«Yo vivo enamorado de las dos»
Por Norland Rosendo González
Foto: José Hernández Mesa
Ciriaco González es un campesino cubano que vive en el centro de la Isla y no disimula su placer por tener dos romances a la vez.
En la finca El porvenir, entre Agua Fría y La Esperanza, a unos ocho kilómetros de Fomento, 42 de Manicaragua y 34 de Placetas, vive un guajiro con dos esposas.
Con Emelina Cruz Cabello contrajo nupcias en 1953, y tienen nueve hijos —siete hembras y dos varones—, 17 nietos y ocho bisnietos. De la otra se enamoró mucho antes, sin tener todavía 10 años, y lleva seis décadas consecutivas romanceando con ella: la vega de tabaco.
Su hogar está ubicado en una de las regiones de Villa Clara que menos llueve, semejante a un semidesierto, con terrenos áridos, abundante polvo y escasa vegetación silvestre; hay pocas palmas en el entorno, y solo algunas guásimas, aroma, zarzas, ateje y unas matas de plátanos muy escuálidas rodean la vivienda, donde Emelina se empecina en cultivar rosas.
Allí tiene su fortuna Ciriaco González Cabello, un campesino de 78 años, que no cambia ese pedazo de tierra por ningún palacio citadino. El bullicio de las urbes lo desconsuela y la vida en edificios le recuerda al tocororo enjaulado.
A las diez de la mañana de una de estos días helados de febrero, lucía en plena faena su sobrio traje de campaña: botas de goma, pantalón y camisa mangas largas llenos de pelusas de tabaco, y un machete ceñido al cinto.
Usa espejuelos que le ayudan a ver mejor y protegen la prótesis del ojo derecho, afectado en sus años mozos por la patada de un buey. Desgarbado y alto, con mechones de canas que quedan por debajo de las alas del sombrero de yarey, detiene la yunta para saludarnos y enseñarnos el tramo que aún le falta por hacer antes de regresar a su casa.
«Vayan y tómenle el café a Emelina, que ahorita voy para allá.»

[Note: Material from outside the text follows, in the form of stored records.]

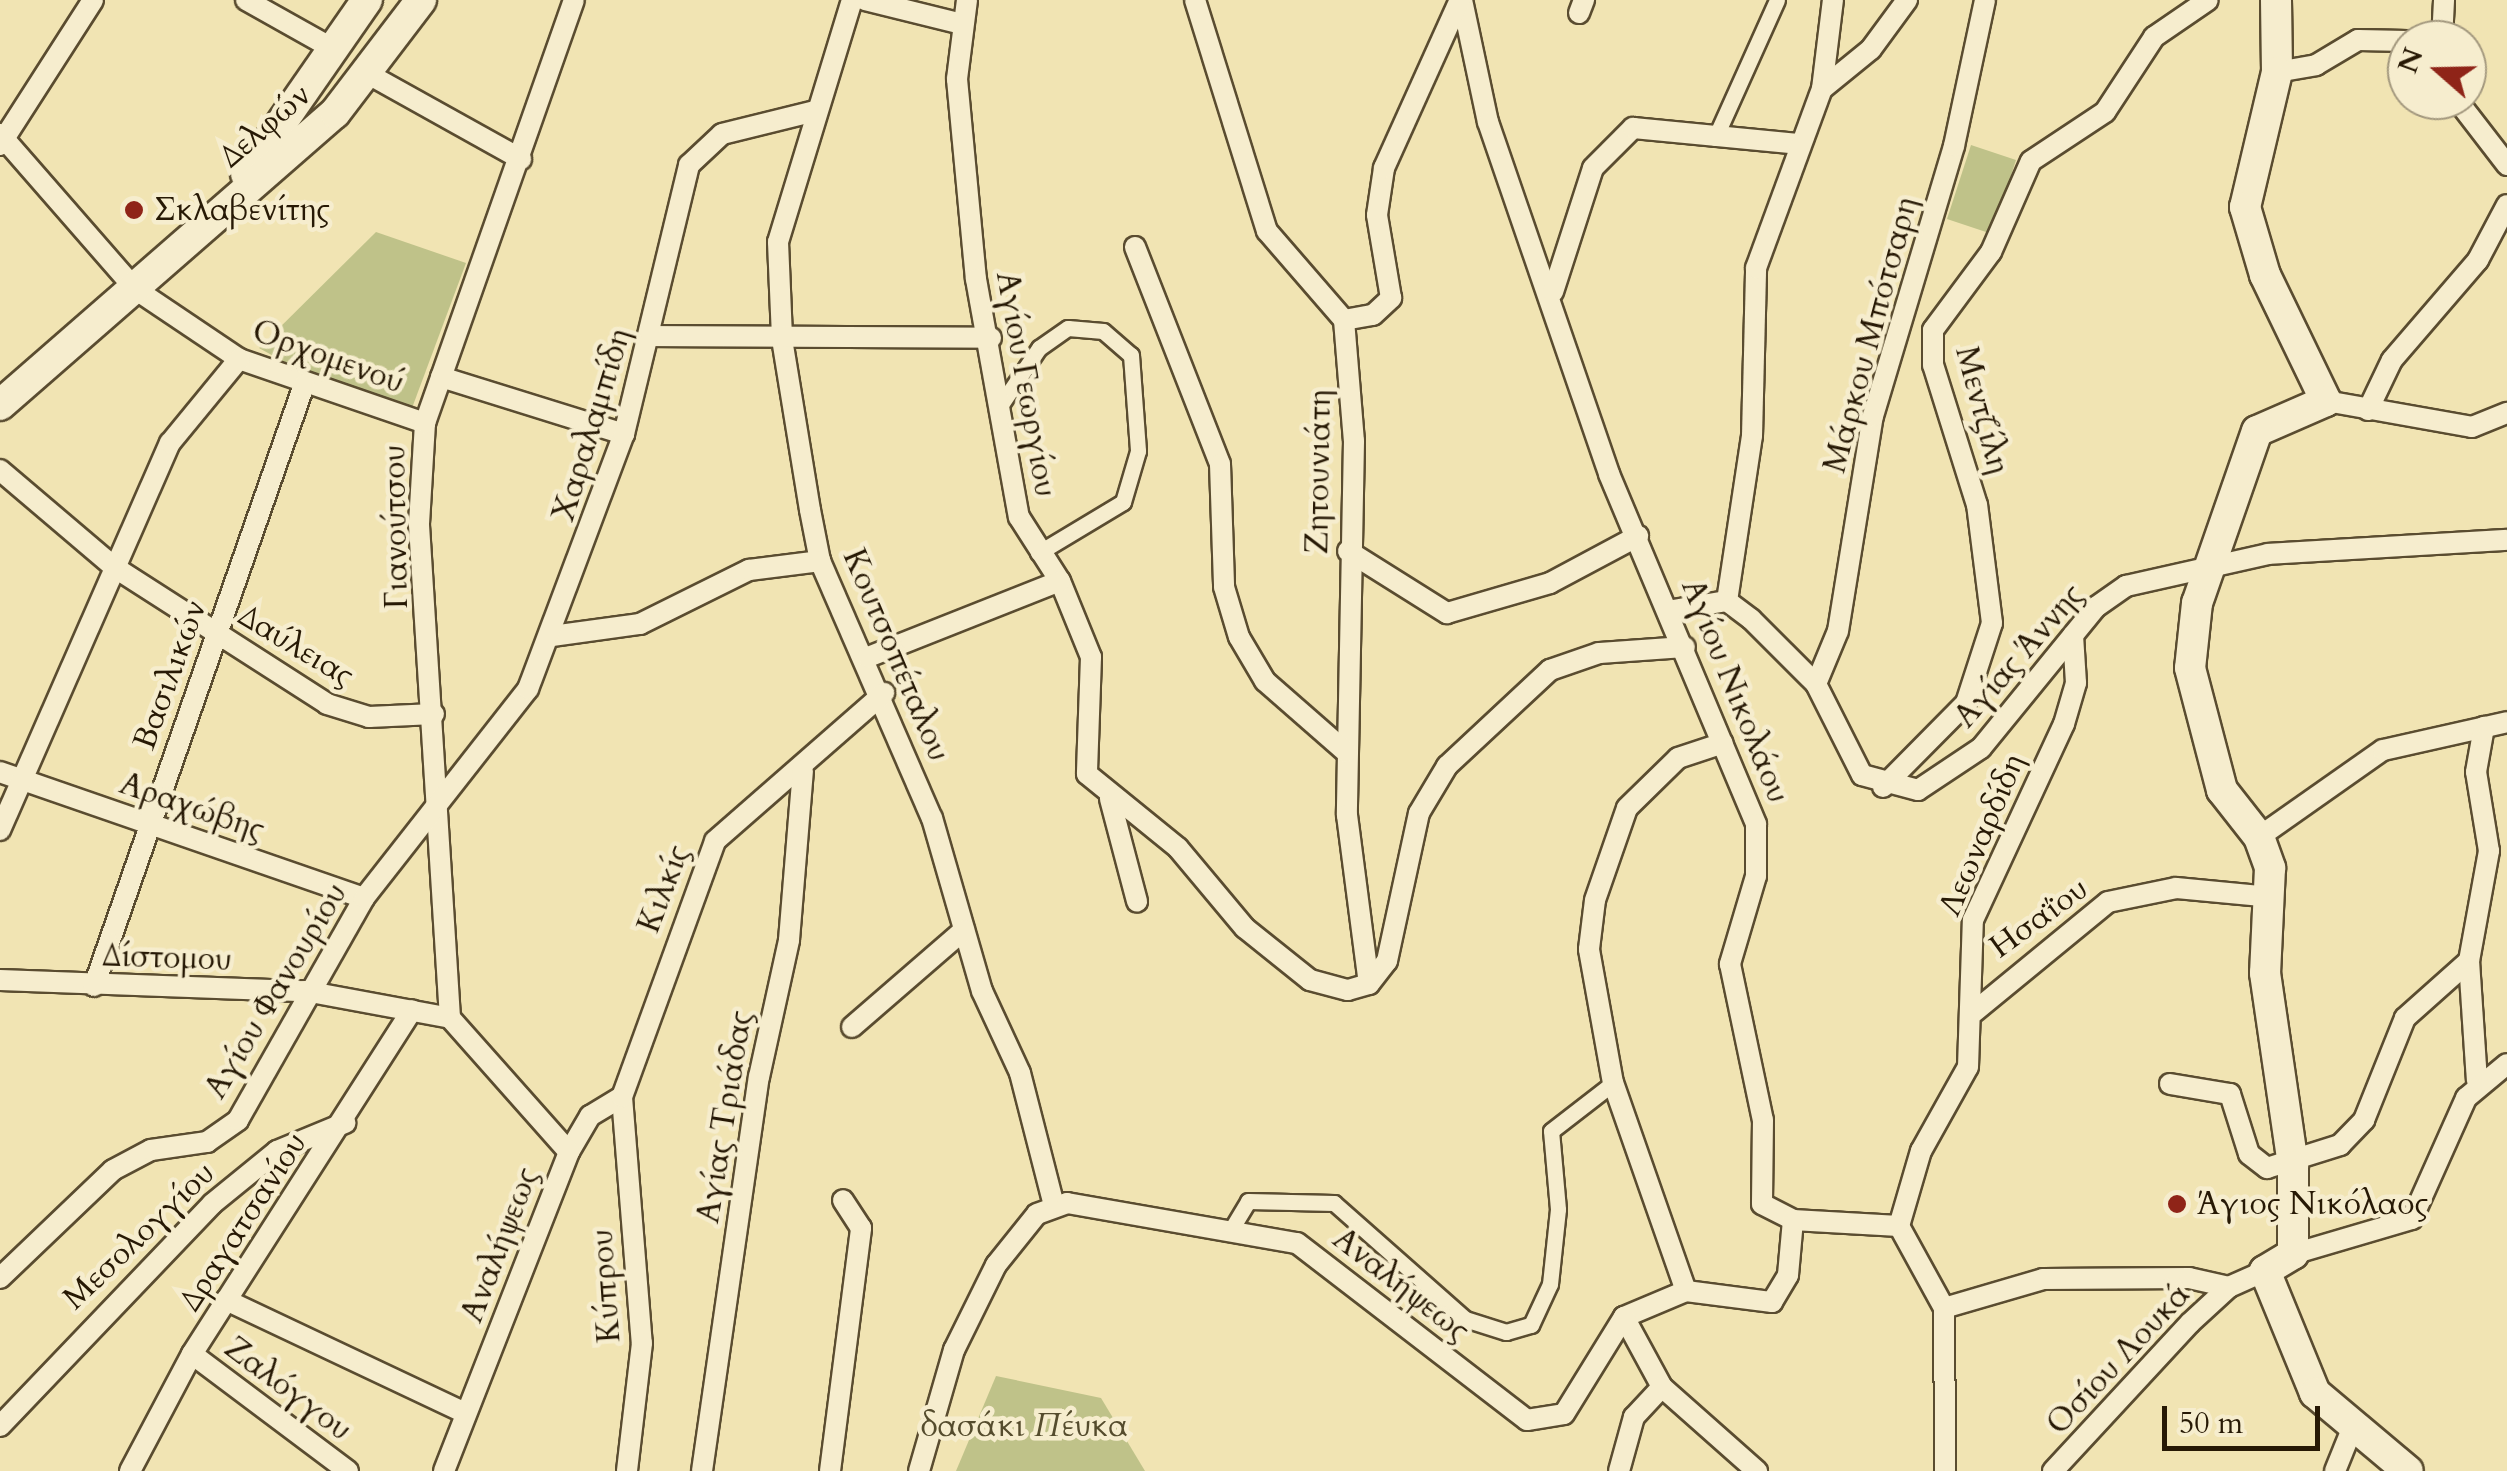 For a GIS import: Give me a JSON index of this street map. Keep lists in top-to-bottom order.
{
  "streets": {
    "main road": ["Δελφών"],
    "street": [
      "Μάρκου Μπότσαρη",
      "Ορχομενού",
      "Αγίου Γεωργίου",
      "Μεντζίλη",
      "Χαραλαμπίδη",
      "Ζητουνιάτη",
      "Γιανούτσου",
      "Δαύλειας",
      "Κουτσοπέταλου",
      "Αγίας Άννης",
      "Βασιλικών",
      "Αγίου Νικολάου",
      "Αραχώβης",
      "Λεωναρδίδη",
      "Κιλκίς",
      "Ησαΐου",
      "Δίστομου",
      "Αγίου Φανουρίου",
      "Αγίας Τριάδας",
      "Δραγατσανίου",
      "Μεσολογγίου",
      "Αναλήψεως",
      "Κύπρου",
      "Οσίου Λουκά",
      "Ζαλόγγου"
    ]
  },
  "crossings": [
    ["Δελφών", "Ορχομενού"],
    ["Ορχομενού", "Γιανούτσου"],
    ["Ορχομενού", "Βασιλικών"],
    ["Μεντζίλη", "Αγίας Άννης"],
    ["Χαραλαμπίδη", "Γιανούτσου"],
    ["Χαραλαμπίδη", "Κουτσοπέταλου"],
    ["Χαραλαμπίδη", "Αγίου Φανουρίου"],
    ["Γιανούτσου", "Δαύλειας"],
    ["Γιανούτσου", "Δίστομου"],
    ["Γιανούτσου", "Αγίου Φανουρίου"],
    ["Γιανούτσου", "Αναλήψεως"],
    ["Δαύλειας", "Βασιλικών"],
    ["Κουτσοπέταλου", "Κιλκίς"],
    ["Κουτσοπέταλου", "Αναλήψεως"],
    ["Αγίας Άννης", "Λεωναρδίδη"],
    ["Βασιλικών", "Αραχώβης"],
    ["Βασιλικών", "Δίστομου"],
    ["Αραχώβης", "Αγίου Φανουρίου"],
    ["Λεωναρδίδη", "Ησαΐου"],
    ["Κιλκίς", "Αγίας Τριάδας"],
    ["Κιλκίς", "Κύπρου"],
    ["Δίστομου", "Αγίου Φανουρίου"],
    ["Δίστομου", "Δραγατσανίου"],
    ["Δίστομου", "Αναλήψεως"],
    ["Δραγατσανίου", "Μεσολογγίου"],
    ["Δραγατσανίου", "Ζαλόγγου"]
  ],
  "parks": ["δασάκι Πέυκα"],
  "places": ["Σκλαβενίτης", "Άγιος Νικόλαος"],
  "scale_bar": "50 m",
  "north": "left"
}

Ciriaco sembró para esta cosecha 200 mil posturas, en menos de una caballería de tierra (su record fue de 300 mil posturas hace varios años). Aplicando la matemática, los técnicos le auguran un rendimiento de cerca de 350 qq/cab, lo cual debe aportar, más o menos, 154 quintales de tabaco.
— ¿Mucho o poco?
—Mis cálculos son más optimistas: yo me acercaré esta vez a los 190 quintales, solo hace falta uno o dos aguaceros, porque buen clima ha hecho hasta ahora.
— ¿Y qué más disfruta usted de la vega?
Posa la mirada en la del económico de la Cooperativa de Créditos y Servicios (CCS) a la que pertenece, y bromea, con una sonrisa silente y pícara: «cobrarla; cuánto más dinero, mejor estaba.
«Para un campesino que se ha pasado la vida en esto, resulta un premio ver la siembra parejita, con un color intenso y las matas robustas.
«A mí me encanta entrar al campo y que las puntas de las hojas rocen mi barbilla.»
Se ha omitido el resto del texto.